# What you need to do
Reproduce the opening lines of the listing below exactly, stopping after the line that contains "margin:0; font-family:Mali,sans-serif; background:#20242c;" and leaving out any pictures.

[[ Dataset extract open ]]

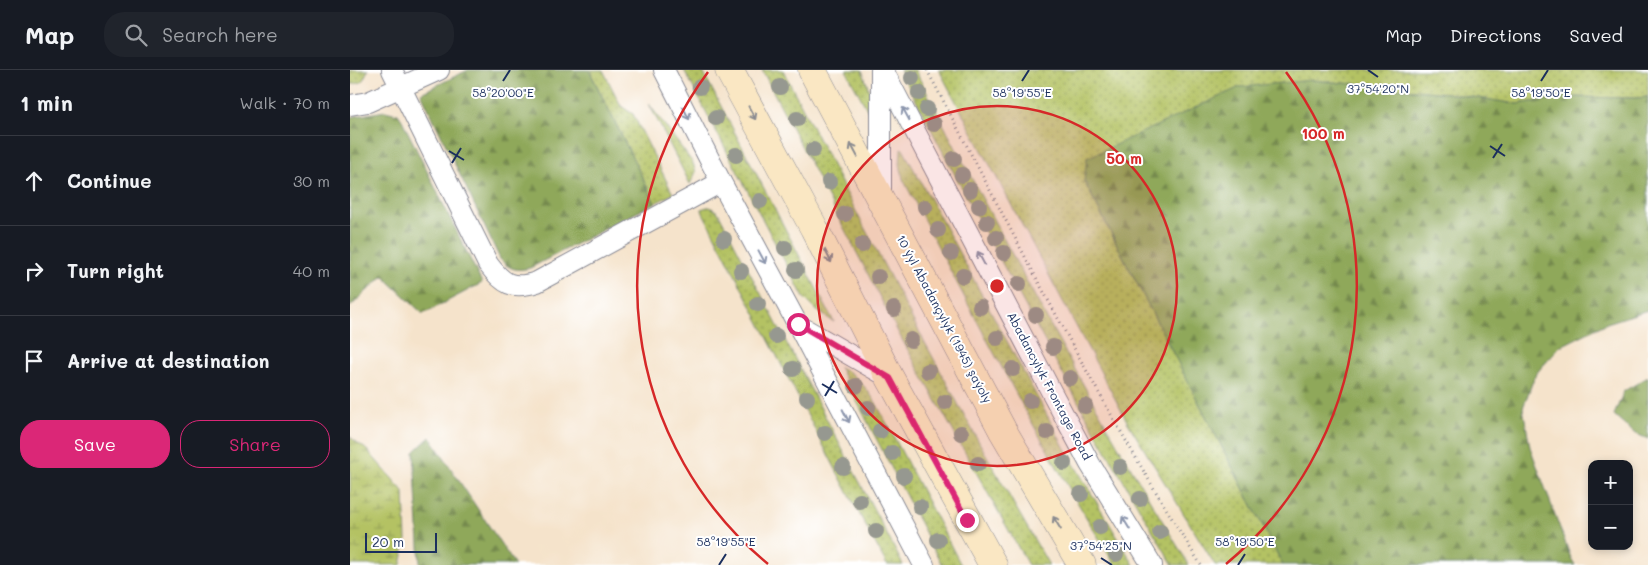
<!DOCTYPE html>
<html lang="en">
<head>
<meta charset="utf-8">
<style>
	body { margin:0; font-family:Mali,sans-serif; background:#20242c; color:#f1f3f6 }
	.controls { position:absolute; right:15px; bottom:15px; display:grid; overflow:hidden; border-radius:10px; box-shadow:0 2px 8px #0003 }
	.controls button { width:45px; height:45px; display:grid; place-items:center; padding:0; border:0; border-bottom:1px solid #363941; background:#171b24; color:#f1f3f6; font:25px sans-serif }
	.scale { position:absolute; left:15px; bottom:12px; width:72px; box-sizing:border-box; padding-left:5px; border:2px solid #1b2f5e; border-top:0; font-size:14px; line-height:18px; white-space:nowrap; color:#1b2f5e; -webkit-text-stroke:4px #fff; paint-order:stroke }
	.stop { position:absolute; width:15px; height:15px; margin:-11px; border:4px solid #db2777; border-radius:50%; background:#fff }
	.stop.end { background:#db2777; border-color:#fff; box-shadow:0 1px 5px #0008 }
	.list { margin:0; padding:0; list-style:none }
	h2 { display:flex; justify-content:space-between; align-items:center; height:65px; margin:0; padding:0 20px; font-size:21px }
	h2 small { font-size:16px; font-weight:400; color:#9ea1a6 }
	.list li { display:grid; grid-template-columns:32px 1fr auto; gap:15px; align-items:center; box-sizing:border-box; height:90px; padding:0 20px; border-top:1px solid #363941 }
	.list b { display:block; font-size:19px; white-space:nowrap }
	.list em { font-size:16px; font-style:normal; color:#9ea1a6 }
	.actions { display:flex; gap:10px; padding:15px 20px }
	.actions a { flex:1; padding:11px 0; border:1px solid #db2777; border-radius:20px; text-align:center; font-size:18px; color:#db2777 }
	.actions .main { background:#db2777; color:#fff }
	.icon { flex:none; width:28px; height:28px; fill:none; stroke:currentColor; stroke-width:2; stroke-linecap:round; stroke-linejoin:round }
	.map { position:relative; flex:none; width:1298px; height:495px; overflow:hidden }
	header { display:flex; align-items:center; gap:30px; box-sizing:border-box; height:70px; padding:0 25px; background:#171b24; border-bottom:1px solid #363941 }
	header strong { font-size:24px }
	nav { display:flex; gap:28px; margin-inline-start:auto; font-size:18px }
	.search { width:350px; height:45px; background:#20242c; display:flex; align-items:center; gap:12px; box-sizing:border-box; padding:0 18px; border-radius:20px; color:#9ea1a6; font-size:19px }
	main { display:flex }
	aside { flex:1; background:#171b24 }
	.map>svg:first-child { display:block }
	.grass { fill:url(#grass-dots); stroke:#687861 }
	.forest { fill:url(#forest-firs); stroke:#556c5c }
	.wetland { fill:url(#wetland-marsh); stroke:#687861 }
	.lines { fill:none; stroke-linecap:round; stroke-linejoin:round }
	.street-casing { stroke:#888994; stroke-width:22 }
	.secondary-casing { stroke:#888994; stroke-width:29 }
	.path { stroke:#888994; stroke-width:3; stroke-dasharray:1 4; stroke-linecap:butt }
	.street { stroke:#fff; stroke-width:20 }
	.secondary { stroke:#fae7c3; stroke-width:28 }
	.tree { fill:#969890 }
	.oneway { stroke:#8d97ae }
	.oneway2 { stroke:#8a8b90 }
	.route { stroke:#db2777; stroke-width:6 }
	.ticks { fill:none; stroke:#1b2f5e; stroke-width:2 }
	.ring { fill:none; stroke:#d62828; stroke-width:2.5 }
	.labels { text-anchor:middle; stroke-width:4; stroke-linejoin:round; paint-order:stroke }
	.street-label { font-size:12px; fill:#1b2f5e; stroke:#fff }
	.ticks-label { font-size:12px; text-anchor:middle; fill:#1b2f5e; stroke:#fff; stroke-width:4; stroke-linejoin:round; paint-order:stroke }
	.centre { fill:#d62828; stroke:#fff; stroke-width:2.5 }
	.ring-label { font-size:15px; text-anchor:middle; font-weight:bold; fill:#d62828; stroke:#fff; stroke-width:4; stroke-linejoin:round; paint-order:stroke }
</style>
</head>
<body>
<header>
<strong>Map</strong>
<div class="search"><svg class="icon" aria-label="search" viewBox="0 0 24 24"><circle cx="10" cy="10" r="6"/><path d="M15 15l6 6"/></svg>Search here</div>
<nav><a>Map</a><a>Directions</a><a>Saved</a></nav>
</header>
<main>
<aside>
<h2>1 min<small>Walk · 70 m</small></h2>
<ul class="list">
<li><svg class="icon" aria-label="ahead" viewBox="0 0 24 24"><path d="M12 20V5M6 11l6-6 6 6"/></svg><div><b>Continue</b></div><em>30 m</em></li>
<li><svg class="icon" aria-label="right" viewBox="0 0 24 24"><path d="M7 20v-9h11M14 6l5 5-5 5"/></svg><div><b>Turn right</b></div><em>40 m</em></li>
<li><svg class="icon" aria-label="arrive" viewBox="0 0 24 24"><path d="M6 21V4h12l-3 4 3 4H6"/></svg><div><b>Arrive at destination</b></div></li>
</ul>
<div class="actions"><a class="main">Save</a><a>Share</a></div>
</aside>
<div class="map">
<svg width="1298" height="495" viewBox="0 0 1298 495">
	<defs>
		<pattern id="grass-dots" width="8" height="8" patternUnits="userSpaceOnUse" patternTransform="scale(1.25)"><rect width="8" height="8" fill="#b4c264"/><path d="M2 2h.1M6 6h.1" fill="none" stroke="#929e56" stroke-width="1.8" stroke-linecap="round"/></pattern>
		<pattern id="forest-firs" width="22" height="20" patternUnits="userSpaceOnUse" patternTransform="scale(1.25)"><rect width="22" height="20" fill="#8fa85a"/><path d="M5 1l3.5 6h-7zM16 11l3.5 6h-7z" fill="#74894e"/></pattern>
		<pattern id="wetland-marsh" width="20" height="14" patternUnits="userSpaceOnUse" patternTransform="scale(1.25)"><rect width="20" height="14" fill="#b4c264"/><path d="M1 5h8M5 5V1M11 12h8M15 12V8" fill="none" stroke="#929e56"/></pattern>
	</defs>
	<rect width="100%" height="100%" fill="#fff"/>
	<filter id="ink" filterUnits="userSpaceOnUse"><feTurbulence type="fractalNoise" baseFrequency=".02" numOctaves="2"/><feDisplacementMap in="SourceGraphic" scale="10" xChannelSelector="R" yChannelSelector="G"/><feConvolveMatrix kernelMatrix="1 2 1 2 8 2 1 2 1" color-interpolation-filters="sRGB"/></filter>
	<filter id="wash" filterUnits="userSpaceOnUse"><feTurbulence type="fractalNoise" baseFrequency=".0096" numOctaves="4" result="noise"/><feDisplacementMap in="SourceGraphic" scale="20" xChannelSelector="R" yChannelSelector="G"/><feGaussianBlur stdDeviation="1.12" result="paint"/><feColorMatrix in="noise" values="0 0 0 0 0 0 0 0 0 0 0 0 0 0 0 0 0 1.4 0 .05"/><feComposite in="paint" operator="in"/></filter>
	<g filter="url(#wash)">
		<rect width="100%" height="100%" fill="#f5e3cb"/>
		<path class="grass" d="M0,0H18L12,12L0,15Z
			M239,0H253L271,36L283,44L323,124L305,133Z
			M334,0H352L484,252L466,240L454,228Z
			M412,0H433C519,167 604,333 699,495H678L550,266Z
			M496,0H512L520,22V45Z
			M550,0H565C652,167 740,334 839,495H823C726,334 637,167 550,0Z
			M589,0H1298V27L1285,28L1216,27L1167,34L1096,23L962,10L734,111L933,495H865L778,353Z
			M299,34L343,93L346,102L340,114Z
			M551,78L553,79L718,384L784,495H765C688,370 620,239 553,109L550,94Z
			M357,137H360L368,142L553,495H537C473,378 413,258 351,139Z
			M489,297C505,303 516,318 525,331L611,495H592Z"/>
		<path class="forest" d="M118,0H239L305,133L180,198C167,201 160,200 150,189L71,23Z
			M962,10L1096,23L1167,34L1216,27L1285,28L1298,27V240L1257,253L1209,277L1185,305L1173,338L1180,377L1221,488L1225,495H933L734,111L737,88L890,17Z
			M35,41L48,44L52,50L132,213L73,244L33,206L0,237V47Z
			M1298,307V369L1284,363L1264,345L1274,321Z
			M80,367L165,495H70L64,382Z"/>
		<path class="wetland" d="M0,367L17,380L54,422L56,470L51,495H0Z"/>
	</g>
	<g filter="url(#ink)">
		<g class="lines">
			<g class="street-casing">
				<path id="street" d="M42,0L138,194C153,214 162,220 187,212L371,112
					M314,0L371,112L448,255L574,495
					M531,0V129
					M533,0L701,321L740,394L802,495
					M0,35L18,32L89,0
					M448,255L540,308"/>
			</g>
			<g class="secondary-casing">
				<path id="secondary" d="M379,0L464,158L540,308L643,495
					M462,0L653,361L732,495"/>
			</g>
			<path class="path" d="M577,0C665,167 750,336 851,495"/>
			<use href="#street" class="street"/>
			<use href="#secondary" class="secondary"/>
		</g>
		<g class="tree">
			<circle cx="562" cy="8" r="8"/>
			<circle cx="350" cy="17" r="8"/>
			<circle cx="430" cy="17" r="8"/>
			<circle cx="569" cy="23" r="8"/>
			<circle cx="577" cy="39" r="8"/>
			<circle cx="366" cy="48" r="8"/>
			<circle cx="447" cy="49" r="8"/>
			<circle cx="584" cy="54" r="8"/>
			<circle cx="463" cy="80" r="8"/>
			<circle cx="386" cy="85" r="8"/>
			<circle cx="604" cy="89" r="8"/>
			<circle cx="612" cy="105" r="8"/>
			<circle cx="479" cy="112" r="8"/>
			<circle cx="620" cy="120" r="8"/>
			<circle cx="410" cy="131" r="8"/>
			<circle cx="629" cy="136" r="8"/>
			<circle cx="575" cy="137" r="8"/>
			<circle cx="495" cy="144" r="8"/>
			<circle cx="637" cy="152" r="8"/>
			<circle cx="588" cy="160" r="8"/>
			<circle cx="646" cy="168" r="8"/>
			<circle cx="374" cy="169" r="8"/>
			<circle cx="512" cy="175" r="8"/>
			<circle cx="435" cy="178" r="8"/>
			<circle cx="601" cy="183" r="8"/>
			<circle cx="654" cy="183" r="8"/>
			<circle cx="446" cy="200" r="8"/>
			<circle cx="391" cy="201" r="8"/>
			<circle cx="613" cy="206" r="8"/>
			<circle cx="528" cy="207" r="8"/>
			<circle cx="669" cy="214" r="8"/>
			<circle cx="408" cy="234" r="8"/>
			<circle cx="630" cy="237" r="8"/>
			<circle cx="544" cy="239" r="8"/>
			<circle cx="686" cy="245" r="8"/>
			<circle cx="426" cy="266" r="8"/>
			<circle cx="647" cy="268" r="8"/>
			<circle cx="561" cy="270" r="8"/>
			<circle cx="703" cy="277" r="8"/>
			<circle cx="443" cy="299" r="8"/>
			<circle cx="663" cy="299" r="8"/>
			<circle cx="578" cy="301" r="8"/>
			<circle cx="720" cy="308" r="8"/>
			<circle cx="506" cy="316" r="8"/>
			<circle cx="457" cy="328" r="8"/>
			<circle cx="680" cy="331" r="8"/>
			<circle cx="595" cy="332" r="8"/>
			<circle cx="735" cy="336" r="8"/>
			<circle cx="518" cy="338" r="8"/>
			<circle cx="530" cy="361" r="8"/>
			<circle cx="697" cy="362" r="8"/>
			<circle cx="475" cy="363" r="8"/>
			<circle cx="611" cy="363" r="8"/>
			<circle cx="542" cy="383" r="8"/>
			<circle cx="714" cy="393" r="8"/>
			<circle cx="628" cy="394" r="8"/>
			<circle cx="493" cy="397" r="8"/>
			<circle cx="770" cy="397" r="8"/>
			<circle cx="554" cy="406" r="8"/>
			<circle cx="731" cy="424" r="8"/>
			<circle cx="790" cy="429" r="8"/>
			<circle cx="510" cy="431" r="8"/>
			<circle cx="570" cy="437" r="8"/>
			<circle cx="750" cy="457" r="8"/>
			<circle cx="526" cy="461" r="8"/>
			<circle cx="810" cy="462" r="8"/>
			<circle cx="588" cy="470" r="8"/>
			<circle cx="766" cy="484" r="8"/>
		</g>
		<defs><path id="oneway-shaft" d="M-6 0H5M1.5-3L5.5 0L1.5 3" fill="none" stroke-width="1.6" stroke-linecap="round" stroke-linejoin="round" transform="scale(1.25)"/></defs>
		<g class="oneway">
			<use href="#oneway-shaft" transform="translate(336 43) rotate(63)"/>
			<use href="#oneway-shaft" transform="translate(556 44) rotate(-118)"/>
			<use href="#oneway-shaft" transform="translate(412 187) rotate(62)"/>
			<use href="#oneway-shaft" transform="translate(631 188) rotate(-118)"/>
			<use href="#oneway-shaft" transform="translate(496 346) rotate(63)"/>
			<use href="#oneway-shaft" transform="translate(776 453) rotate(-121)"/>
		</g>
		<g class="oneway2">
			<use href="#oneway-shaft" transform="translate(402 43) rotate(62)"/>
			<use href="#oneway-shaft" transform="translate(504 80) rotate(-118)"/>
			<use href="#oneway-shaft" transform="translate(478 186) rotate(63)"/>
			<use href="#oneway-shaft" transform="translate(707 453) rotate(-121)"/>
		</g>
	</g>
	<g class="lines" filter="url(#ink)">
		<path class="route" d="M448,254L540,308L617,450"/>
	</g>
	<path class="ticks" d="M1018,0L1028,7M153,11L160,0M672,11L679,0M1191,11L1198,0M1140,76L1155,86M99,81L114,90M1143,88L1152,74M102,93L111,78M472,314L487,323M475,326L484,311M751,488L762,495M369,495L376,484M888,495L895,484"/>
	<circle cx="647" cy="216" r="180" fill="#d62828" fill-opacity=".12"/>
	<g class="ring">
		<circle cx="647" cy="216" r="180"/>
		<path d="M418 494A360 360 0 0 1 358 2M936 2A360 360 0 0 1 876 494"/>
	</g>
	<g class="labels">
		<g class="street-label">
			<text transform="translate(594 249) rotate(62)" y="4">10 ýyl Abadançylyk (1945) şaýoly</text>
			<text transform="translate(699 316) rotate(62)" y="4">Abadancylyk Frontage Road</text>
		</g>
	</g>
	<g class="ticks-label">
		<text x="1028" y="23">37°54'20"N</text>
		<text x="153" y="27">58°20'00"E</text>
		<text x="672" y="27">58°19'55"E</text>
		<text x="1191" y="27">58°19'50"E</text>
		<text x="376" y="476">58°19'55"E</text>
		<text x="895" y="476">58°19'50"E</text>
		<text x="751" y="480">37°54'25"N</text>
	</g>
	<circle cx="647" cy="216" r="8" class="centre"/>
	<g class="ring-label">
		<text x="973" y="69">100 m</text>
		<text x="774" y="94">50 m</text>
	</g>
</svg>
<div class="controls">
<button>+</button>
<button>−</button>
</div>
<div class="scale">20 m</div>
<div class="stop" style="left:448px;top:254px"></div>
<div class="stop end" style="left:617px;top:450px"></div>
</div>
</main>
</body>
</html>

[[ Dataset extract closed ]]

# Answer
<!DOCTYPE html>
<html lang="en">
<head>
<meta charset="utf-8">
<style>
	body { margin:0; font-family:Mali,sans-serif; background:#20242c; color:#f1f3f6 }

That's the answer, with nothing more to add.